WSL2 intermittently slows/hangs on Windows on ARM

david-nordvall commented 8 months ago

Windows Version

10.0.22621.2428

WSL Version

1.2.5.0

Are you using WSL 1 or WSL 2?

[X] WSL 2
[ ] WSL 1

Kernel Version

5.15.90.1

Distro Version

Ubuntu 22.04

Other Software

Docker Engine (installed in WSL following the instructions for installing on Ubuntu). Not Docker Desktop.
VS Code with the Dev Containers extensions, for enabling development within a Docker container.
.NET 7 SDK, installed in the development Docker container started by VS Code's Dev Containers extension.
MongoDB running in Docker container in Ubuntu on WSL2.
OpenTelemetryCollector running in Docker container in Ubuntu on WSL2.

Repro Steps

Start a VS Code remote development environment with a development Docker container running on Docker Engine on Ubuntu on WSL2. Start working/compiling/debugging and observe that the WSL2 environment, including all Docker containers running on WSL2, will start to slow down/hang with high CPU usage after a short while (specifically the VmmemWSL process). The environment will completely hang for a number of seconds, then continue working for a while.

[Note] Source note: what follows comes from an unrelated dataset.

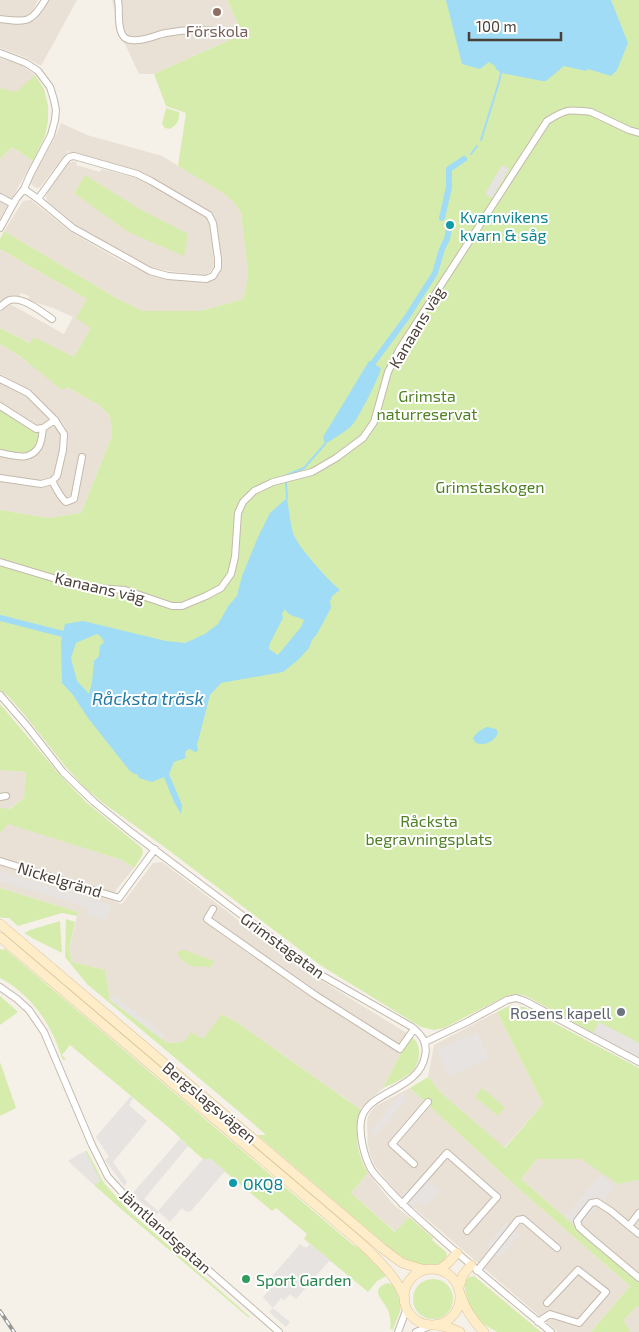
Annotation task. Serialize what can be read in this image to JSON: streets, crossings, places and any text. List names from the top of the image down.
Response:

The problems not only affect the Docker environment but also "native WSL2" shells/environments.

The problems get increasingly worse (more frequent hangs which lasts for longer and longer time) until the WSL2 is completely unusable. Most of the time, running wsl --shutdown will shut WSL2 down, after which it can be restarted, and the slow/hang cycle can begin again. Note that running wsl --shutdown takes abnormally long to execute when this issue has been encountered (30s to 10 min).

More complex development environments (for example multiple code projects compiling in parallell, development databases and other software running in containers) will speed up the slow/hang cycle.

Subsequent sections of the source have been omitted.